RaspberryPi 4

First, we need to burn the latest 64bit OS on the microSD card. At the time of writing, this was 2020-08-20-raspios-buster-arm64. The microSD card is not where we'll be writing the Cardano block data to, so 32GB is quite enough for the OS and Docker.

Once you've burned the OS on the card, you may want to enable SSH on boot before you power up your Pi for the first time. For this you need to put an empty file called SSH in the root directory of the microSD card.

$ touch /Volumes/boot/SSH

When the Pi is running, you should be able to SSH into it, like this ...

password: raspberry
Linux raspberrypi 5.4.51-v8+ #1333 SMP PREEMPT Mon Aug 10 16:58:35 BST 2020 aarch64
...
Use raspi-config to set the country before use.

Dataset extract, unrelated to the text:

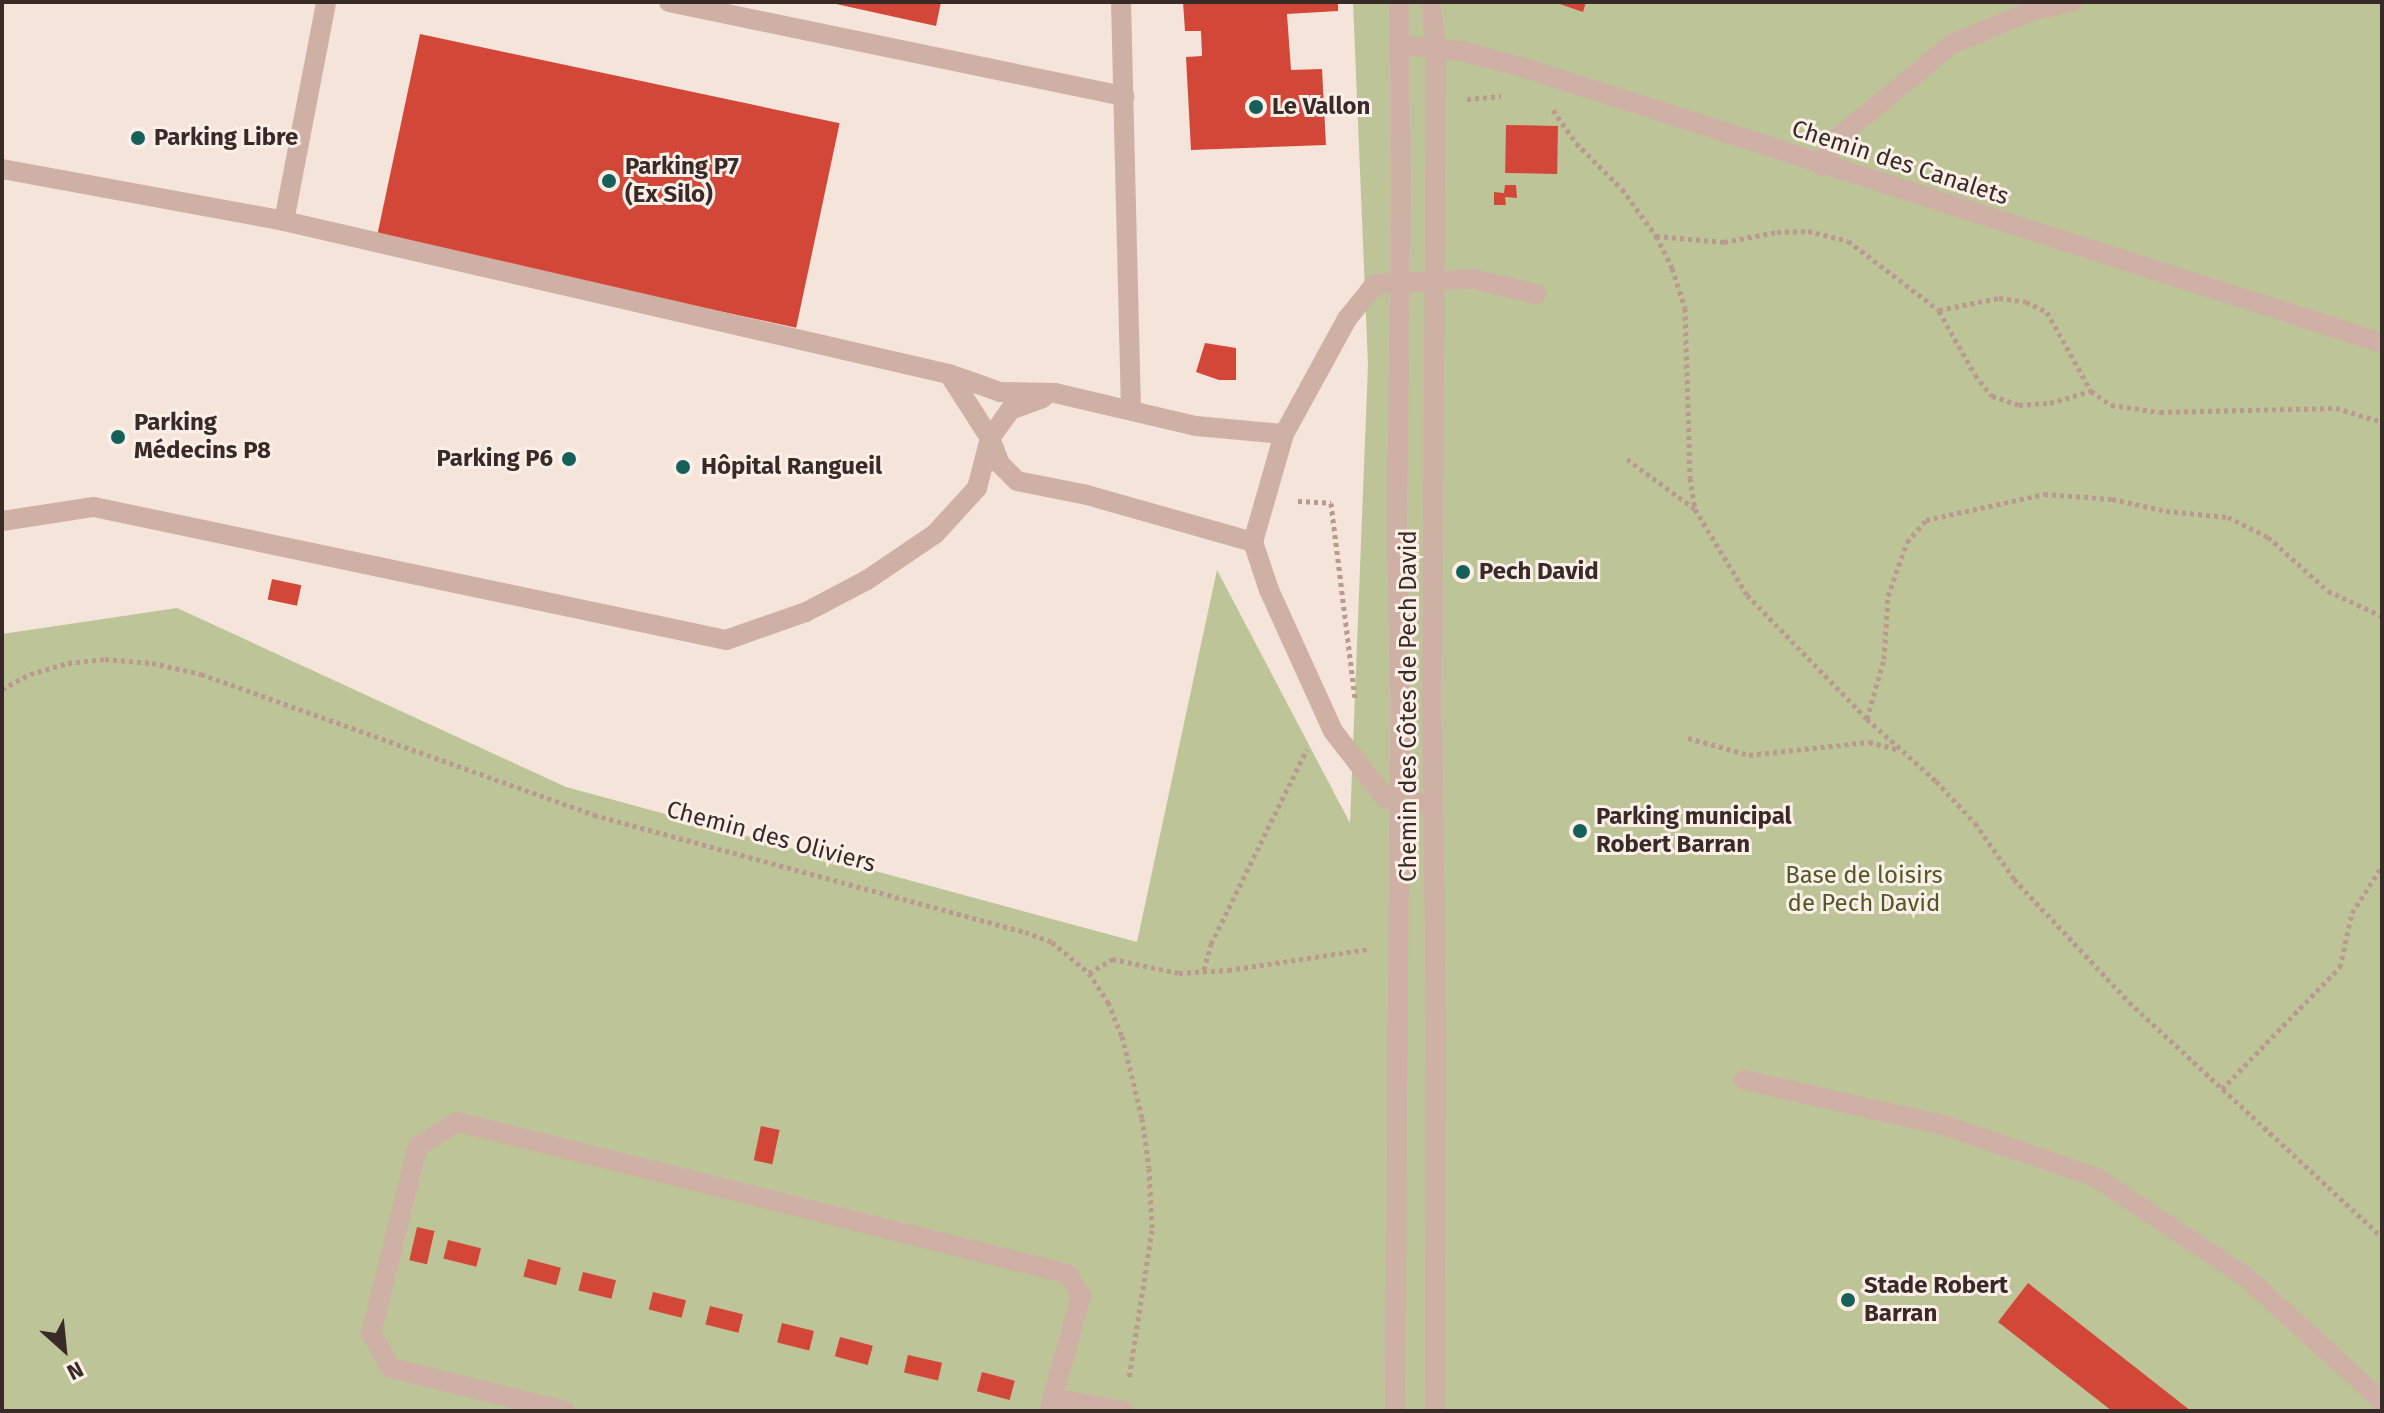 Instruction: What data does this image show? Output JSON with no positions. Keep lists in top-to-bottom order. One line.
{"streets":{"street":["Chemin des Canalets","Chemin des Côtes de Pech David"],"path":["Chemin des Oliviers"]},"crossings":[["Chemin des Canalets","Chemin des Côtes de Pech David"]],"parks":["Base de loisirs de Pech David"],"places":["Le Vallon","Parking Libre","Parking P7 (Ex Silo)","Parking Médecins P8","Parking P6","Hôpital Rangueil","Pech David","Parking municipal Robert Barran","Stade Robert Barran"],"north":"bottom right"}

You can now use raspi-config to change the default password, set the hostname, enable Wi-Fi, etc. One of the first things I usually do, is to add my public SSH key to ~/.ssh/authorized_keys

$ scp ~/.ssh/id_rsa.pub [email protected]:.ssh/authorized_keys

For added security, we can then disable password authentication like this ...

$ sudo sed -i "s/^#PasswordAuthentication yes$/PasswordAuthentication no/" /etc/ssh/sshd_config
$ sudo cat /etc/ssh/sshd_config | grep PasswordAuthentication
PasswordAuthentication no
$ sudo systemctl restart sshd

Make sure you can indeed login without password, before you disable that. For details on how to generate an SSH key, we kindly ask you to look here for example.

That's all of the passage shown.